Partying like it's 1859 (or 1789) - Rector's Rambling for July 29, 2018
I remember in college hearing the expression “The Past is Prelude”, and it still strikes me as quite profound. All of our past is the introduction to our current identity, and contributes to the story of our future as well.
We are blessed with a wonderful prelude here at St. John’s, and today we celebrate that by honoring the founders of our parish. As the Psalmist exclaims, “(we) have a goodly heritage” (16:7). Henry Porter Baldwin and his neighbors started something wonderful out in the countryside, beyond the then city borders. That foundation, conceived in hope and faithfulness, is our prelude.
We got off to a good start, growing rapidly as the area became enveloped by the city itself. But within 50 years the area surrounding this Victorian Gothic structure had completely changed from rural to residential and then to commercial. With the changes came challenges as well as new opportunities for mission and ministry. Attendance peaked in the late 1920s (average Sunday attendance of 2500 people, membership of 4000). But neighborhood decline began during the depression, and accelerated in the 1960s and 1970s. By the 1950s attendance was down below 1000, and shortly before the year 2000 attendance bottomed out at an average of 37 people per Sunday.
By God’s grace the neighborhood has greatly improved, and membership at St. John’s has increased since 2000. The opening of the new stadiums (2000, 2003) and the new arena (2017), as well as the overall improvement in housing options and the popularity of downtown office space has helped St. John’s to regain its footing and develop new ministry opportunities.
The heart of that prelude that defines us is none other than the unchanging Gospel of Jesus Christ, and the expression of the faith expressed in the traditional Episcopal (Anglican) Book of Common Prayer.

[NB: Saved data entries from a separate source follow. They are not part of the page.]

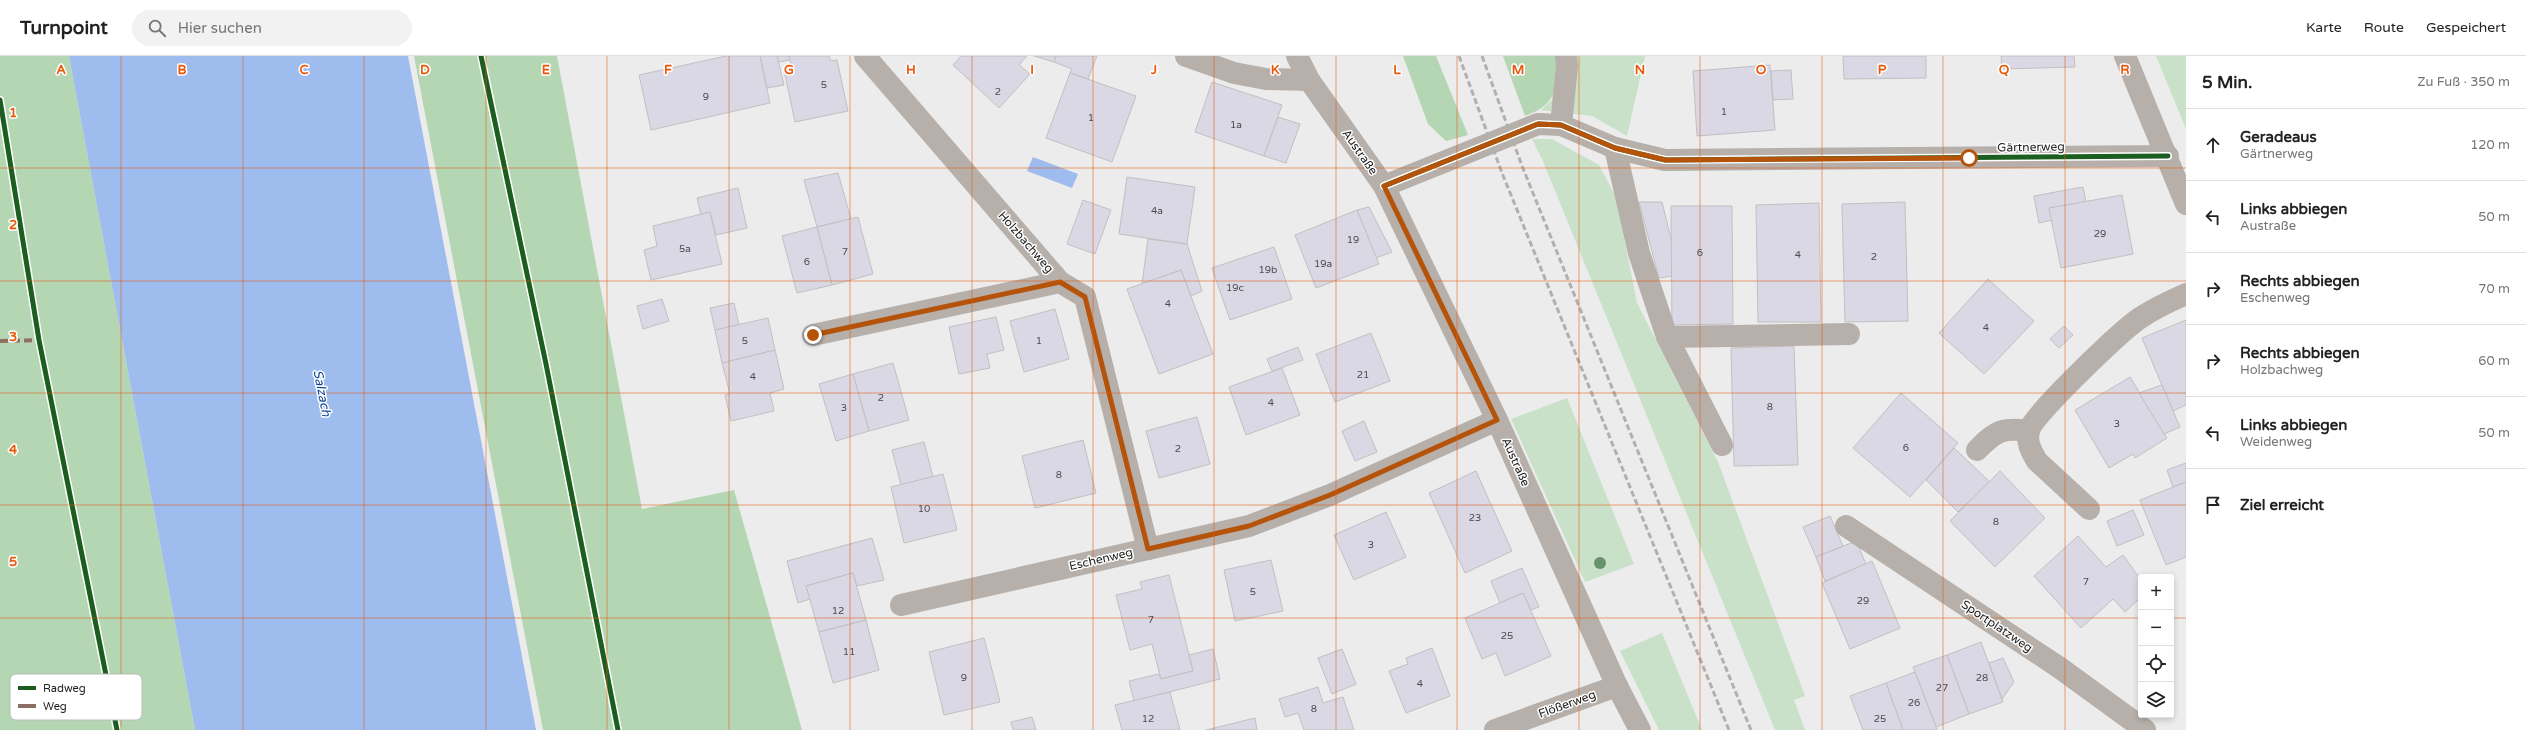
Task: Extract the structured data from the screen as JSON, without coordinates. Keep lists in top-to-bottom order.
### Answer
{
  "streets": {
    "street": [
      "Gärtnerweg",
      "Austraße",
      "Holzbachweg",
      "Eschenweg",
      "Sportplatzweg",
      "Flößerweg"
    ]
  },
  "crossings": [
    ["Gärtnerweg", "Austraße"],
    ["Austraße", "Eschenweg"],
    ["Austraße", "Flößerweg"],
    ["Holzbachweg", "Eschenweg"]
  ],
  "water": ["Salzach"],
  "house_numbers": [
    "5",
    "2",
    "9",
    "1",
    "1",
    "1a",
    "4a",
    "29",
    "19",
    "5a",
    "7",
    "6",
    "4",
    "2",
    "6",
    "19a",
    "19b",
    "19c",
    "4",
    "4",
    "5",
    "1",
    "21",
    "4",
    "2",
    "4",
    "8",
    "3",
    "3",
    "6",
    "2",
    "8",
    "10",
    "23",
    "8",
    "3",
    "7",
    "5",
    "29",
    "12",
    "7",
    "25",
    "11",
    "9",
    "28",
    "4",
    "27",
    "26",
    "8",
    "12",
    "25"
  ],
  "legend": ["Radweg", "Weg"],
  "page": {
    "header": "Turnpoint",
    "search": "Hier suchen",
    "nav": ["Karte", "Route", "Gespeichert"],
    "heading": ["5 Min.", "Zu Fuß · 350 m"],
    "list": [
      ["Geradeaus", "Gärtnerweg", "120 m"],
      ["Links abbiegen", "Austraße", "50 m"],
      ["Rechts abbiegen", "Eschenweg", "70 m"],
      ["Rechts abbiegen", "Holzbachweg", "60 m"],
      ["Links abbiegen", "Weidenweg", "50 m"],
      "Ziel erreicht"
    ],
    "map_buttons": ["+", "−"]
  },
  "grid": {
    "columns": [
      "A",
      "B",
      "C",
      "D",
      "E",
      "F",
      "G",
      "H",
      "I",
      "J",
      "K",
      "L",
      "M",
      "N",
      "O",
      "P",
      "Q",
      "R"
    ],
    "rows": [
      "1",
      "2",
      "3",
      "4",
      "5"
    ]
  }
}
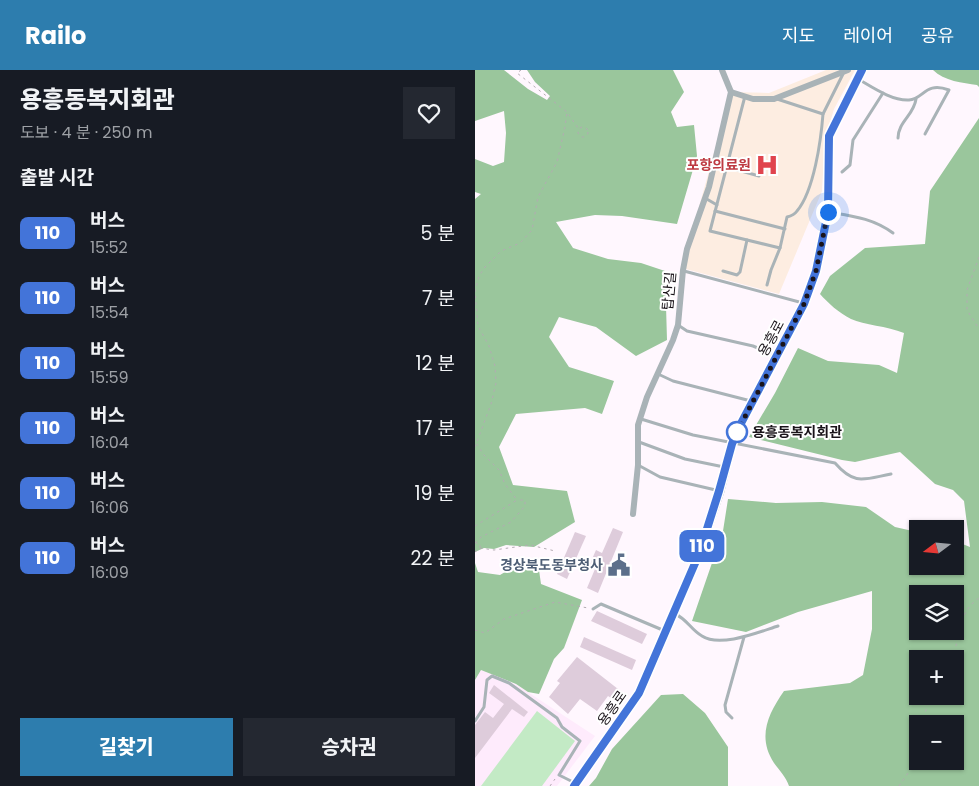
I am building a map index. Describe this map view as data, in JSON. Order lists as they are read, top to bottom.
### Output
{
  "streets": {
    "street": ["탑산길", "용흥로"]
  },
  "places": {
    "hospital": ["포항의료원"],
    "other": ["용흥동복지회관"],
    "public building": ["경상북도동부청사"]
  },
  "lines": ["bus line 110"],
  "north": "left",
  "page": {
    "header": "Railo",
    "nav": ["지도", "레이어", "공유"],
    "heading": [
      ["용흥동복지회관", "도보 · 4 분 · 250 m"],
      "출발 시간"
    ],
    "on_map": "110",
    "list": [
      {
        "mark": "110",
        "name": "버스",
        "note": "15:52",
        "value": "5 분"
      },
      {
        "mark": "110",
        "name": "버스",
        "note": "15:54",
        "value": "7 분"
      },
      {
        "mark": "110",
        "name": "버스",
        "note": "15:59",
        "value": "12 분"
      },
      {
        "mark": "110",
        "name": "버스",
        "note": "16:04",
        "value": "17 분"
      },
      {
        "mark": "110",
        "name": "버스",
        "note": "16:06",
        "value": "19 분"
      },
      {
        "mark": "110",
        "name": "버스",
        "note": "16:09",
        "value": "22 분"
      }
    ],
    "map_buttons": ["+", "−"],
    "buttons": ["길찾기", "승차권"]
  }
}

As our first Rector wrote, “As Christians and as Churchman, we thank GOD for our strong assurance and conviction, drawn on past history, that the Protestant Episcopal Church, for whose communion this building will be reared, is so grounded on the one foundation, JESUS CHRIST, so true to Him, in the ministry, the doctrine, the Liturgy, the sacred year, the entire system which she has inherited; so careful of His complete Gospel; holding each and every part thereof, in its own due proportion and harmony; that however we and those who shall follow us may prove unworthy of her and of her Lord, among all the changes and chances of this world, she will remain, in all essential things unchanged.”
So important when written in 1860, and as important for us today as well. Thank God for this goodly heritage.